If parentheses are missing, assume no genotype is specified -> no variant (0/0).
The genotype portion may include extra fields after a colon (e.g. coverage), so we split on the first colon to isolate the actual genotype string (e.g., ‘0/1’).
- variantcentrifuge.helpers.genotype_to_allele_count(genotype)[source]¶
Convert genotype string to allele count.
‘1/1’ -> 2
‘0/1’ or ‘1/0’ -> 1
‘0/0’ or ‘’ -> 0
- variantcentrifuge.helpers.load_gene_list(file_path)[source]¶
Load genes from a file (one gene per line) into a set of uppercase gene names.
- variantcentrifuge.helpers.annotate_variants_with_gene_lists(lines, gene_list_files)[source]¶
Add new columns to variant data lines indicating membership in provided gene lists.

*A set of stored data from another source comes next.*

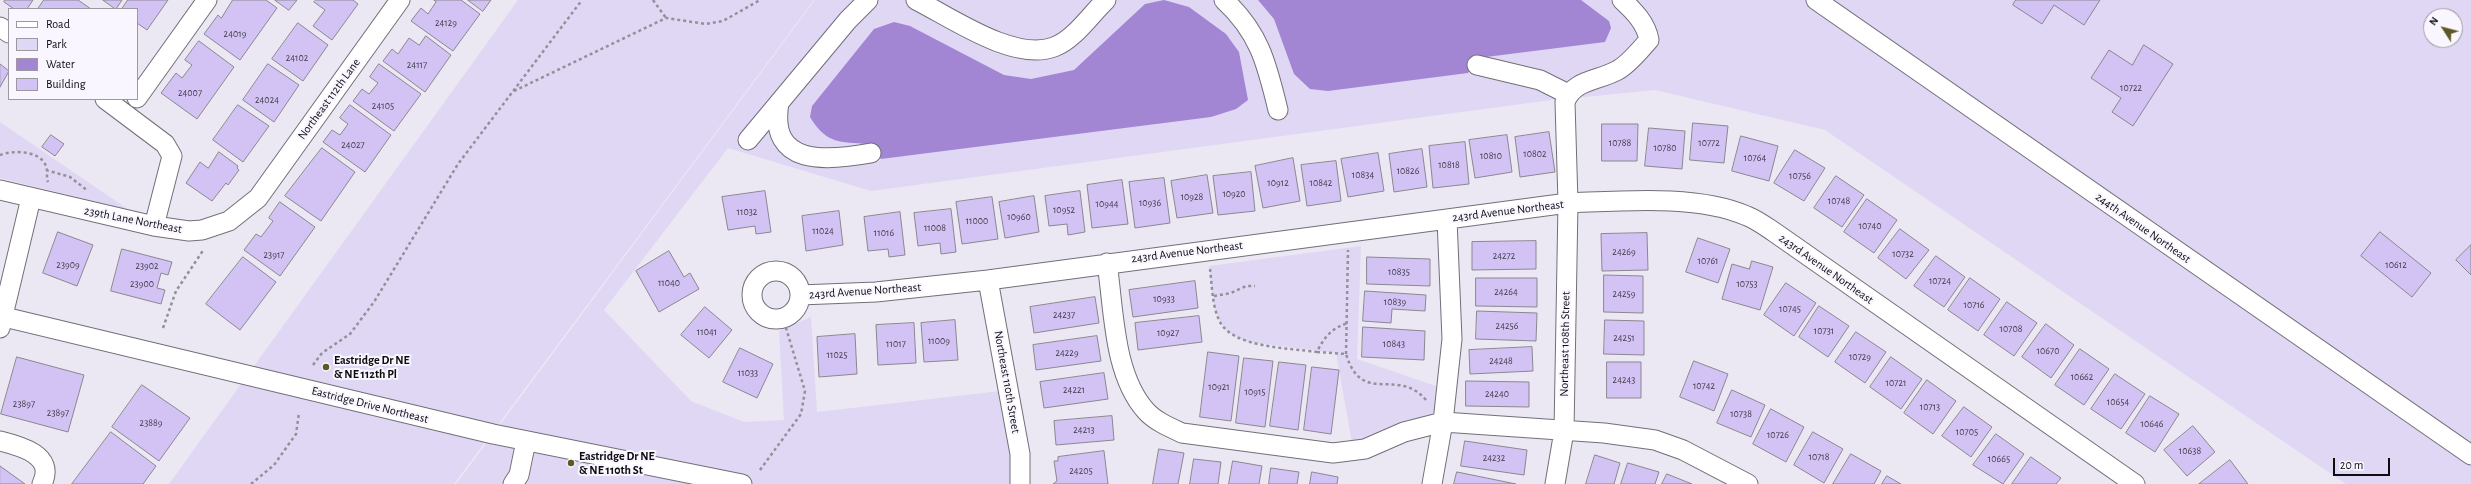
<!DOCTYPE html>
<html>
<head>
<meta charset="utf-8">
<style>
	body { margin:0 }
	#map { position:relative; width:2471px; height:484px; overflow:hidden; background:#ebe8f3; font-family:"Alegreya Sans",sans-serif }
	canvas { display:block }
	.legend { position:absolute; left:8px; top:8px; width:130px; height:92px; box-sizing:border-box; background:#f9f6ff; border:1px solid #9b989f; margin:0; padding:5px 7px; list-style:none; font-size:12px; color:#0d0c0f }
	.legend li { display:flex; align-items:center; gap:8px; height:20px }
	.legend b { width:20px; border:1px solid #9b989f }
	.north { position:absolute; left:2423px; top:8px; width:40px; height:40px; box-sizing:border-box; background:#f9f6ff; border:1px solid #9b989f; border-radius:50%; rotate:306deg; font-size:11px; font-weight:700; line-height:16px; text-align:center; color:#0d0c0f }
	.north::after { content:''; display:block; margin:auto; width:14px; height:18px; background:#5e5825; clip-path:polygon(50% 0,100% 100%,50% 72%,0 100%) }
	.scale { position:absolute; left:2333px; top:458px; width:57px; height:18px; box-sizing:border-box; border:2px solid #0d0c0f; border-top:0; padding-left:5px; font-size:12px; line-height:14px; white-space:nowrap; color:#0d0c0f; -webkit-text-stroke:3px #f9f6ff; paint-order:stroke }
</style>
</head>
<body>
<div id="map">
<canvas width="2471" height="484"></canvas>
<ul class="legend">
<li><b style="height:5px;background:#fff"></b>Road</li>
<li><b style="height:11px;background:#e0d7f4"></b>Park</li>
<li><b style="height:11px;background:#a286d3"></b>Water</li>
<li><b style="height:11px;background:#d3c3f4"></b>Building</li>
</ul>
<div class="north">N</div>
<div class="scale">20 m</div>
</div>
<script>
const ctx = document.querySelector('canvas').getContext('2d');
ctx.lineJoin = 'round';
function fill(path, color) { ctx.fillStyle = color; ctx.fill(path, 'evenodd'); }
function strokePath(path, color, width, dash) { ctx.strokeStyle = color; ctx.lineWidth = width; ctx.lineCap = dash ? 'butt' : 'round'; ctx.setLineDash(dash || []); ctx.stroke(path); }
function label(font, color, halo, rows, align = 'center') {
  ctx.font = font + ' "Alegreya Sans",sans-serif'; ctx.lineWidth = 4; ctx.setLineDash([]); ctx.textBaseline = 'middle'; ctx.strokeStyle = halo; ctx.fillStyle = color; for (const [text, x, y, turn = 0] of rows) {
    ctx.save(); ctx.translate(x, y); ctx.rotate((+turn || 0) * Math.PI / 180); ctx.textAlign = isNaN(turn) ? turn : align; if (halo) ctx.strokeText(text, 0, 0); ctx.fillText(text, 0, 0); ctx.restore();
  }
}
fill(new Path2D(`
	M518,0H814L454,484H169Z
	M815,0H2471V484H2346L1825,130L1655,90L1544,101L871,191L728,148L604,310L691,401L744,422L784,420L779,331L811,317L817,412L1009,390L1017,484H456ZM2431,16H2455V40H2431Z
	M0,122L129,210L0,178Z
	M1361,246L1357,359L1436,386C1436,393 1438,407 1433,413C1427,420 1417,418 1410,421C1390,427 1373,439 1352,443L1336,353L1249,342C1210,330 1214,301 1209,266Z`), '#e0d7f4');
fill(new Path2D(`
	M1164,0L1189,7L1226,34L1239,52L1248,100L1236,109L1211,117L881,159L868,144C840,142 826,144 810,117L812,106L874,29L894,22L910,26L1004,75L1031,79L1074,70L1145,4Z
	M1258,0H1581L1609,21L1611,28L1605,42L1478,58L1468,73L1328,91L1310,89L1294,74L1274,19Z`), '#a286d3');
const building = new Path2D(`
	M5,0H33L27,9H14L4,2Z
	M44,0H78L91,9H38Z
	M103,0H122L116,9Z
	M128,0H168L147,30L137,23V9H122Z
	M233,0H266L277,8L240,60L204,34L218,15L221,18Z
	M275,0H297L289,10Z
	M316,0H353L358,4L332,40L313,26L325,10L314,2Z
	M434,0H461L480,14L453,51L411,21L421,8L428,14L436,2Z
	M468,0H491L483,11Z
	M2016,0H2100L2084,25L2054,5L2042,24L2013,5Z
	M298,23L328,45L303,81L272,59Z
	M426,36L451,55L425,92L383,61L392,49L398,54L409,38L419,45Z
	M199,41L234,67L197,119L161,93L176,73L182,78L192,65L185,60Z
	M2144,45L2173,64L2133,126L2112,112L2121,98L2091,78L2109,50L2132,65Z
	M0,64L9,71L0,87Z
	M268,64L299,85L274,122L243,100Z
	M379,64L421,94L394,131L353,101L362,89L369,94L378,83L370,77Z
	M238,105L269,126L243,162L213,140Z
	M350,105L391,135L365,172L323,142L332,130L340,135L348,124L340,118Z
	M1693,123L1728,126L1724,163L1690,160Z
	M1602,124H1638L1637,161H1602Z
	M1649,128L1685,131L1682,169L1645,166Z
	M1549,132L1555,172L1520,177L1515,137Z
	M51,135L64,144L55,156L42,147Z
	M1507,135L1512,172L1475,178L1469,140Z
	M1741,136L1778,146L1769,181L1732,171Z
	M1465,142L1469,184L1433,188L1429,146Z
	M322,148L355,172L321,221L285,196Z
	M1422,149L1427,187L1394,192L1389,154Z
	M1795,150L1825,168L1804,201L1774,183Z
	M219,152L238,166L237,168L239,170L228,185L226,183L212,201L186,183L200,162L208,168Z
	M1378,153L1384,191L1348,197L1341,159Z
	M1293,158L1300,201L1263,208L1255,166Z
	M1336,161L1341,201L1307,206L1301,165Z
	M1251,172L1255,211L1218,215L1213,176Z
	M1207,175L1213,213L1177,218L1171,181Z
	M1836,176L1864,195L1842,227L1814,208Z
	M1164,178L1170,223L1135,228L1129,182Z
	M1122,180L1128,224L1092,228L1087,185Z
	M765,191L771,232L756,234L755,226L728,230L722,197Z
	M1080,191L1085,232L1068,235L1067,224L1049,226L1045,196Z
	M1034,196L1039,232L1005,238L999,202Z
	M992,197L998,239L962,244L956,202Z
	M1867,199L1897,220L1874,253L1844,232Z
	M280,202L315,227L280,276L244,250L256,234L261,237L273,221L269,218Z
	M951,209L956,252L941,254L940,243L918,246L914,213Z
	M839,211L843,245L806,251L802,216Z
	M900,212L905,255L889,257L888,249L868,251L864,217Z
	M1900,229L1929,250L1906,279L1878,258Z
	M58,232L93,245L77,286L43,273Z
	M2380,232L2431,273L2412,297L2361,256Z
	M1647,233L1648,270L1602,271L1601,234Z
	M1698,238L1730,249L1718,283L1686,272Z
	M1536,241V269L1472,270V242Z
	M2471,245V275L2456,260Z
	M122,249L172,262L168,275L161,273L157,288L165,290L161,304L111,291Z
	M669,251L684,277L690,273L699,289L659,312L636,271Z
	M1936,256L1965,277L1944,307L1914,286Z
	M243,257L276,282L240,330L206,304Z
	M1367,257L1430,259V286L1367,284Z
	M1752,261L1773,267L1760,310L1722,299L1732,264L1749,269Z
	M1604,275L1643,276V313L1604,312Z
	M1476,278H1537V307L1476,306Z
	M1970,278L2000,299L1978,331L1948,310Z
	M1195,281L1198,308L1133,317L1129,290Z
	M1786,283L1816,303L1794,336L1764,315Z
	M1365,291L1426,295L1425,311L1392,309L1391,323L1363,321Z
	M1095,297L1099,323L1034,333L1030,307Z
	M2007,302L2037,323L2014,356L1984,335Z
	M1819,306L1849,326L1828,357L1799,337Z
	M705,307L732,330L709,358L681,335Z
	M1477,311L1537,313L1536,341L1476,339Z
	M1199,316L1202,342L1138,350L1135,323Z
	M955,320L958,360L924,362L921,323Z
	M1605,320L1644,321V355L1604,354Z
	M914,323L916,363L878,365L876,325Z
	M2046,324L2074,345L2051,378L2022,357Z
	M1363,327L1425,331L1424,360L1362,357Z
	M1856,332L1886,352L1865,383L1835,362Z
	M855,334L857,374L819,377L817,337Z
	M1097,336L1101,361L1036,370L1033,345Z
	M1532,347L1533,371L1470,374L1469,350Z
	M740,348L773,364L757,398L723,382Z
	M2080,349L2109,369L2084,405L2055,385Z
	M1208,352L1239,356L1231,421L1200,417Z
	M17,357L84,375L68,432L1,414Z
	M1891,357L1922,379L1901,409L1870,387Z
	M1244,358L1273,361L1265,427L1236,423Z
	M1694,361L1728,374L1714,411L1680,397Z
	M1279,362L1306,365L1298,430L1270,426Z
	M1607,362H1641V398H1607Z
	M1312,367L1339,370L1331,434L1304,430Z
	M1104,373L1108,399L1044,408L1040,382Z
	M2115,374L2145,394L2121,429L2091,409Z
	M1927,380L1956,401L1933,434L1904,413Z
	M1466,381L1529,382V407L1466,406Z
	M142,385L190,418L159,461L112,427Z
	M1732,390L1765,405L1751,437L1717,423Z
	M2150,396L2179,414L2155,452L2126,433Z
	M1964,407L1992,427L1971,457L1942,436Z
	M1771,409L1804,427L1786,462L1753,444Z
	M1112,416L1114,440L1056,445L1054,421Z
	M2193,426L2215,452L2187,476L2164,450Z
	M111,432L156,466L143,484H72Z
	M1813,432L1843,449L1824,483L1794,465Z
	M1996,434L2024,454L2003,484L1973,465Z
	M1465,441L1527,450L1524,475L1461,466Z
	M1159,449L1184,453L1178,484H1153Z
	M1104,451L1108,484H1053L1057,481L1054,461H1058V457Z
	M1851,454L1881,471L1874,484H1833Z
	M1595,455L1620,463L1614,484H1586Z
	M2031,457L2061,478L2056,484H2012Z
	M1194,459L1221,462L1218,484H1190Z
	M2230,460L2248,484H2199Z
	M1233,461L1262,466L1259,484H1229Z
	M1628,463L1659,472L1655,484H1621Z
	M0,466L25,484H0Z
	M1271,468L1299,472L1297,484H1269Z
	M1312,472L1338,477L1337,484H1310Z
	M1457,472L1516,484H1454Z
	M1667,474L1692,484H1662Z
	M1887,476L1901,484H1882Z`);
fill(building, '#d3c3f4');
strokePath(building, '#8a8790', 1);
const minor = new Path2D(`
	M916,0C952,18 1014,62 1054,47C1074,40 1091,14 1106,0
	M1224,0C1260,33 1267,65 1278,110
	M1816,0L2471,455
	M0,27L9,33
	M1477,65L1540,80L1568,94
	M137,98L207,0
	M105,99L165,144L172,156L154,226
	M779,103C768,167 827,161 871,153
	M748,140L848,20L868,0
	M0,190L154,226L189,231L202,230L229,221L258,198L400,0
	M1107,263C1114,309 1113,374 1146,411C1155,421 1169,427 1182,433L1333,453L1365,449L1404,432L1443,422L1604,433L1655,440L1683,450L1748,484
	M752 295a24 24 0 1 1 48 0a24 24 0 1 1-48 0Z
	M988,280L1020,454V484
	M800,295L876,292L988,280L1568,203C1621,201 1698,194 1747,216C1757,220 1765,226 1774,232L2135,484
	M0,316L493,434L742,484
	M0,328L31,198
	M0,441C20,446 56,455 42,484
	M513,484L519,475L526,441
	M1432,484L1443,422L1452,339L1447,219
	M1555,484L1564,431L1568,203L1565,102C1574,79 1599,81 1618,70C1629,64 1640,50 1649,40C1646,23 1634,11 1622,0`);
strokePath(minor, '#726f79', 21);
strokePath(new Path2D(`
	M653,0L666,18
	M514,91L666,18L706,24L723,21L760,0
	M0,155C13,150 40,150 46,166C48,171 46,177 48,182
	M46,170L70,177L88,191
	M1210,269C1212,285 1212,305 1219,320C1231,348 1290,348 1317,352C1324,337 1332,328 1348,323
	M1214,296L1231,293L1246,286H1255
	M163,328L176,291L204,249
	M1317,352L1346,354C1362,407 1397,366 1426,400
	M1346,354L1348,250
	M313,365L322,353L350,334L374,302L458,164L582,0
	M760,470L801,414L805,391L783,318
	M251,484L274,465L296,434L299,413`), '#929098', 2.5, [3, 3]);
strokePath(minor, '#fff', 19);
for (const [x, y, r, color] of [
	[326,367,4,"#5e5825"],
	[571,463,4,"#5e5825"]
]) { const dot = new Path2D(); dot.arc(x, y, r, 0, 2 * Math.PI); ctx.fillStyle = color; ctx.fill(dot); strokePath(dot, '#f9f6ff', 1.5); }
label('10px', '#3e3a48', null, [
	["24129",446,23],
	["24019",235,34],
	["24102",297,58],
	["24117",417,65],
	["10722",2131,88],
	["24007",190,93],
	["24024",267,100],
	["24105",383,106],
	["10788",1620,143],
	["10772",1709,143],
	["24027",353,145],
	["10780",1665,148],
	["10802",1535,154],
	["10810",1491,156],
	["10764",1755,158],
	["10818",1449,165],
	["10826",1408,171],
	["10834",1363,175],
	["10756",1800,176],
	["10912",1278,183],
	["10842",1321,183],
	["10920",1234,194],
	["10928",1192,197],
	["10748",1839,201],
	["10936",1150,203],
	["10944",1107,204],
	["10952",1064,210],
	["11032",747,212],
	["10960",1019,217],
	["11000",977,221],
	["10740",1870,226],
	["11008",935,228],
	["11024",823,231],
	["11016",884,233],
	["24269",1624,252],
	["10732",1903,254],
	["23917",274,255],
	["24272",1504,256],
	["10761",1708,261],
	["23909",68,265],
	["10612",2396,265],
	["23902",147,266],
	["10835",1399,272],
	["10724",1940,281],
	["11040",669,283],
	["23900",142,284],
	["10753",1747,284],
	["24264",1506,292],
	["24259",1624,294],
	["10933",1164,299],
	["10839",1395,302],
	["10716",1974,305],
	["10745",1790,309],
	["24237",1064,315],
	["24256",1507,326],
	["10708",2011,329],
	["10731",1824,331],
	["11041",707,332],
	["10927",1168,333],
	["24251",1624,338],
	["11009",939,341],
	["11017",896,344],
	["10843",1394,344],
	["10670",2048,351],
	["24229",1067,353],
	["11025",837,355],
	["10729",1860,357],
	["24248",1501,361],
	["11033",748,373],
	["10662",2082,377],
	["24243",1624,380],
	["10721",1896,383],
	["10742",1704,386],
	["10921",1219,387],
	["24221",1074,390],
	["10915",1255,392],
	["24240",1497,394],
	["10654",2118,402],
	["23897",24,404],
	["10713",1930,407],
	["23897",58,413],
	["10738",1741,414],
	["23889",151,423],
	["10646",2152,424],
	["24213",1084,430],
	["10705",1967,432],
	["10726",1778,435],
	["10638",2190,451],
	["10718",1819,457],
	["24232",1494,458],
	["10665",1999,459],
	["24205",1081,471]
]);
label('12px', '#0d0c0f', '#f9f6ff', [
	["Northeast 112th Lane",329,99,-54],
	["243rd Avenue Northeast",1508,211,-7],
	["239th Lane Northeast",133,220,11],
	["244th Avenue Northeast",2143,228,35],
	["243rd Avenue Northeast",1187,252,-7],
	["243rd Avenue Northeast",1826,269,35],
	["243rd Avenue Northeast",865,291,-4],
	["Northeast 108th Street",1565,344,-89],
	["Northeast 110th Street",1007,382,80],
	["Eastridge Drive Northeast",370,405,14]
]);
label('bold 12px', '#0d0c0f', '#f9f6ff', [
	["Eastridge Dr NE",334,360],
	["& NE 112th Pl",334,374],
	["Eastridge Dr NE",579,456],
	["& NE 110th St",579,470]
], 'left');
</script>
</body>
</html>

For each gene list file, a new column is added to the TSV file. The column will contain ‘yes’ if any of the genes in the GENE column (which may be comma-separated) is present in the gene list, and ‘no’ otherwise.
- Parameters:
- Returns:
The input lines with additional columns for each gene list
- Return type:
List[str]
Notes
If the GENE column is missing, an error is logged and the input lines are returned unchanged
Multiple genes in the GENE column can be separated by commas, semicolons, or spaces
If a gene list file fails to load, it is skipped with an error message
Column names are sanitized from the file basename, duplicates are suffixed with numbers
- variantcentrifuge.helpers.dump_df_to_xlsx(df, output_path, sheet_name='Sheet1', index=False)[source]¶
Export a pandas DataFrame to an Excel (xlsx) file.
- Parameters:
df (pd.DataFrame) – The DataFrame to export
output_path (str or Path) – Path where the Excel file will be saved
sheet_name (str, optional) – Name of the worksheet in the Excel file, by default “Sheet1”
index (bool, optional) – Whether to include the DataFrame’s index in the Excel file, by default False
- Returns:
The function writes the DataFrame to an Excel file and logs the action
- Return type:
None
- variantcentrifuge.helpers.extract_gencode_id(gene_name)[source]¶
Extract the GENCODE ID (ENSG) from a gene name string if present.
- variantcentrifuge.helpers.get_vcf_regions(vcf_file)[source]¶
Get the chromosomal regions covered in a VCF file.
- variantcentrifuge.helpers.get_vcf_samples(vcf_file)[source]¶
Get a set of sample names from a VCF file.
- variantcentrifuge.helpers.match_IGV_link_columns(header_fields)[source]¶
Find columns in a TSV header that should contain IGV links.